» **TASK DIRECTIONS**:
Take the line with "I am building" and the rest of the lines after it, to the end of the entries, and restate them exactly.

Saved data entries:
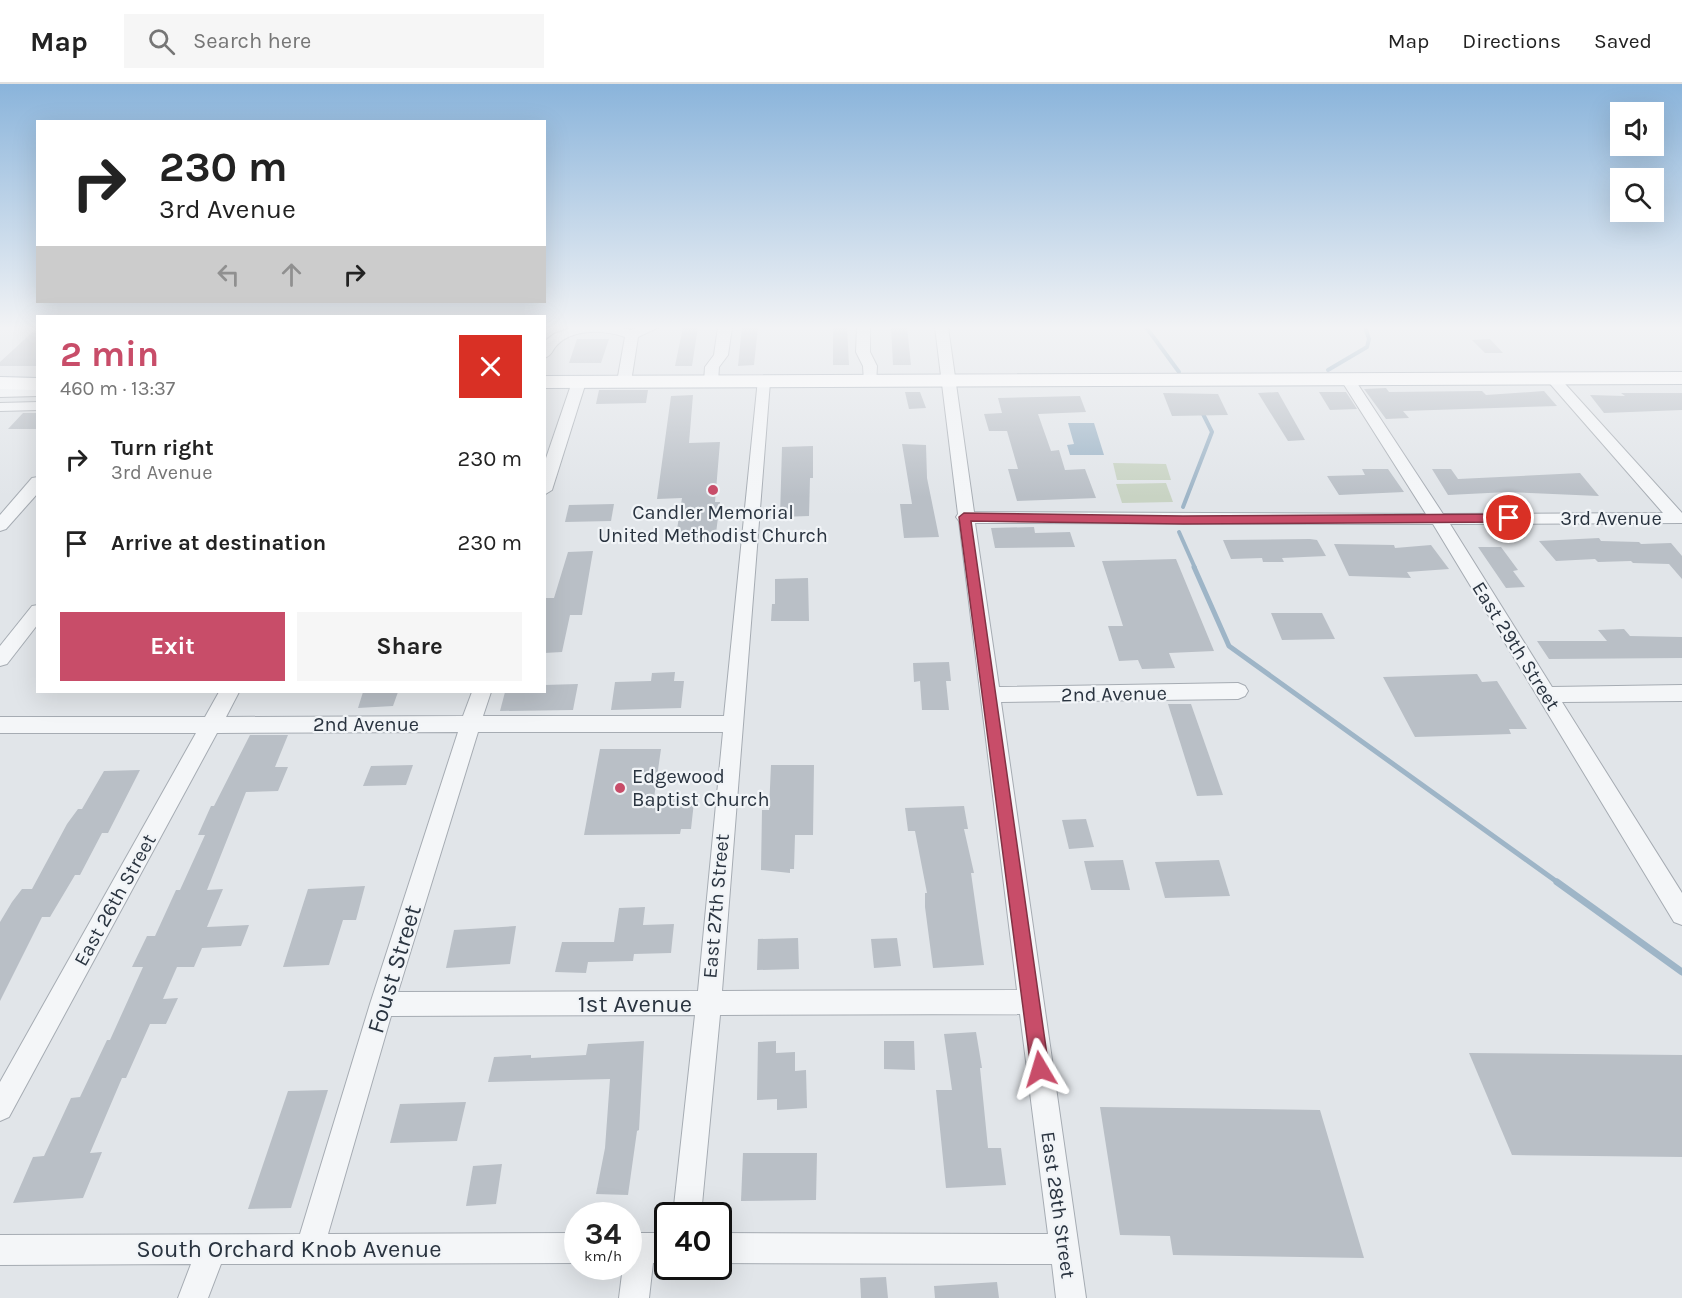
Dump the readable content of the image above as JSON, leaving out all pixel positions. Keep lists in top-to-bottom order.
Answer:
{
  "streets": {
    "street": [
      "3rd Avenue",
      "East 29th Street",
      "2nd Avenue",
      "East 26th Street",
      "East 27th Street",
      "Foust Street",
      "1st Avenue",
      "East 28th Street",
      "South Orchard Knob Avenue"
    ]
  },
  "crossings": [
    ["3rd Avenue", "East 29th Street"],
    ["3rd Avenue", "East 28th Street"],
    ["2nd Avenue", "East 26th Street"],
    ["2nd Avenue", "East 27th Street"],
    ["2nd Avenue", "Foust Street"],
    ["2nd Avenue", "East 28th Street"],
    ["East 27th Street", "1st Avenue"],
    ["Foust Street", "1st Avenue"],
    ["Foust Street", "South Orchard Knob Avenue"],
    ["1st Avenue", "East 28th Street"]
  ],
  "places": ["Candler Memorial United Methodist Church", "Edgewood Baptist Church"],
  "page": {
    "header": "Map",
    "search": "Search here",
    "nav": ["Map", "Directions", "Saved"],
    "turn": ["230 m", "3rd Avenue"],
    "heading": ["2 min", "460 m · 13:37"],
    "list": [
      {
        "name": "Turn right",
        "note": "3rd Avenue",
        "value": "230 m"
      },
      {
        "name": "Arrive at destination",
        "value": "230 m"
      }
    ],
    "buttons": ["Exit", "Share"],
    "speed": "34 km/h",
    "limit": "40"
  }
}
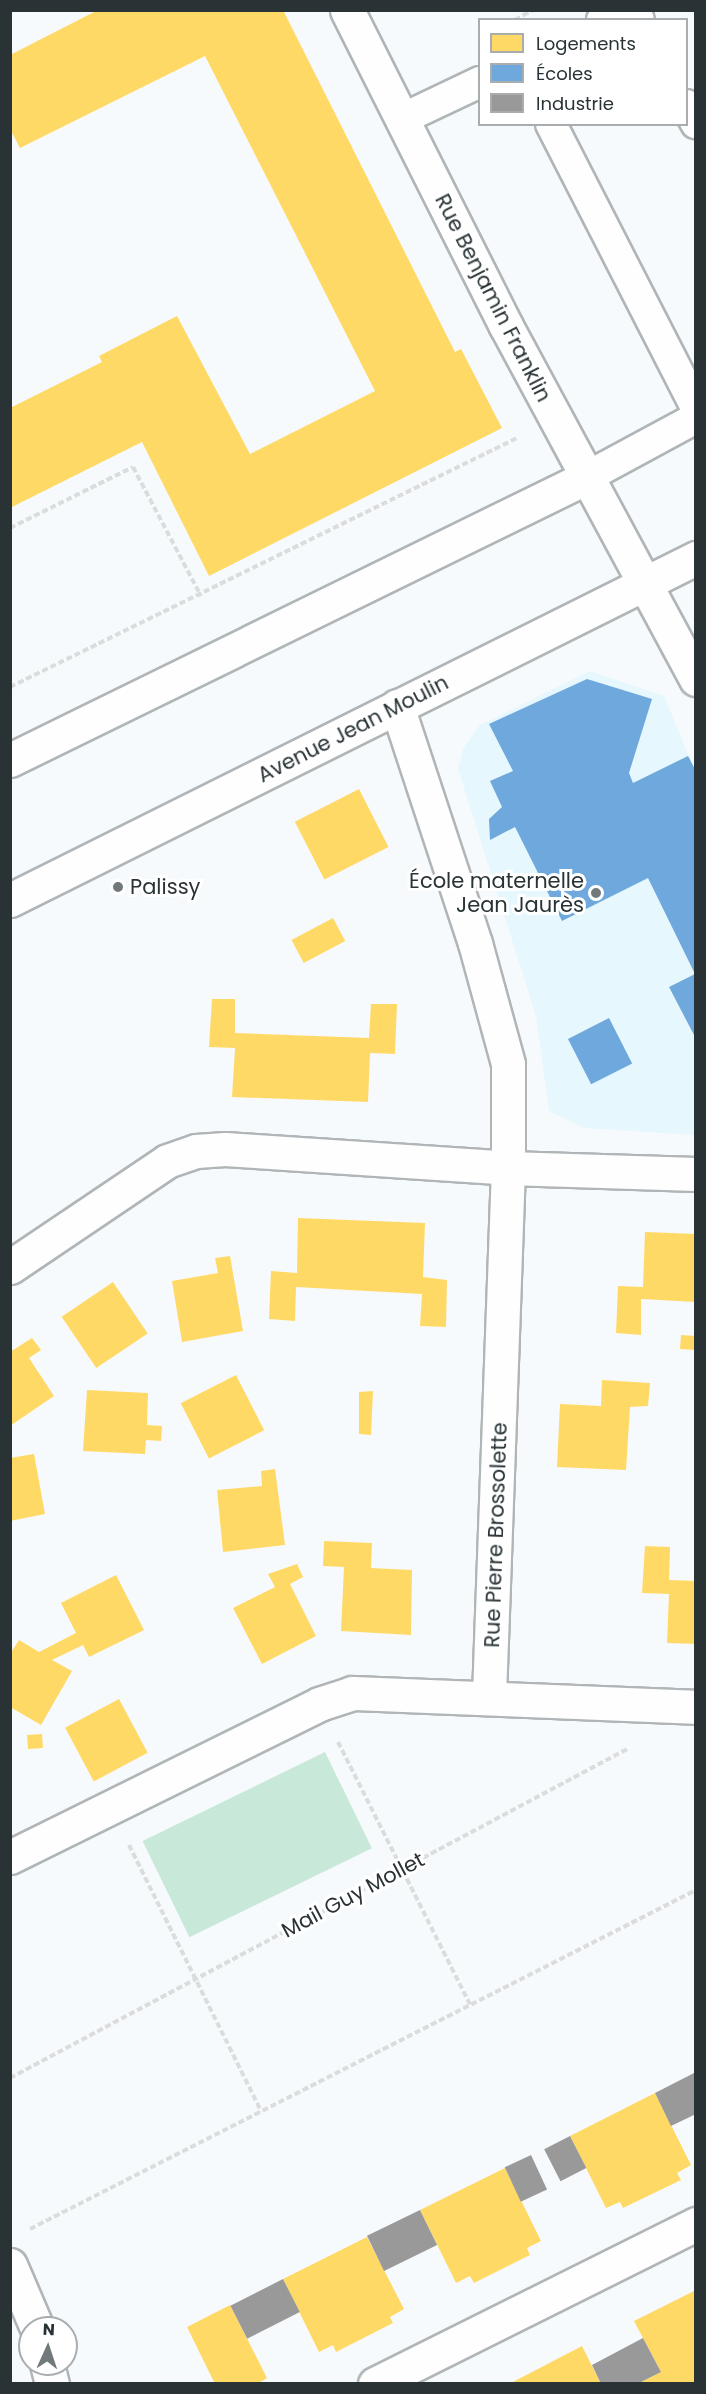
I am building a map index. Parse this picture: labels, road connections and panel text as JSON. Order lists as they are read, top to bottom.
{
  "streets": {
    "street": ["Rue Benjamin Franklin", "Avenue Jean Moulin", "Rue Pierre Brossolette"],
    "path": ["Mail Guy Mollet"]
  },
  "crossings": [
    ["Rue Benjamin Franklin", "Avenue Jean Moulin"],
    ["Avenue Jean Moulin", "Rue Pierre Brossolette"]
  ],
  "places": ["Palissy", "École maternelle Jean Jaurès"],
  "legend": ["Logements", "Écoles", "Industrie"],
  "north": "top"
}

» **RESULT FOR THIS TASK**:
I am building a map index. Parse this picture: labels, road connections and panel text as JSON. Order lists as they are read, top to bottom.
{
  "streets": {
    "street": ["Rue Benjamin Franklin", "Avenue Jean Moulin", "Rue Pierre Brossolette"],
    "path": ["Mail Guy Mollet"]
  },
  "crossings": [
    ["Rue Benjamin Franklin", "Avenue Jean Moulin"],
    ["Avenue Jean Moulin", "Rue Pierre Brossolette"]
  ],
  "places": ["Palissy", "École maternelle Jean Jaurès"],
  "legend": ["Logements", "Écoles", "Industrie"],
  "north": "top"
}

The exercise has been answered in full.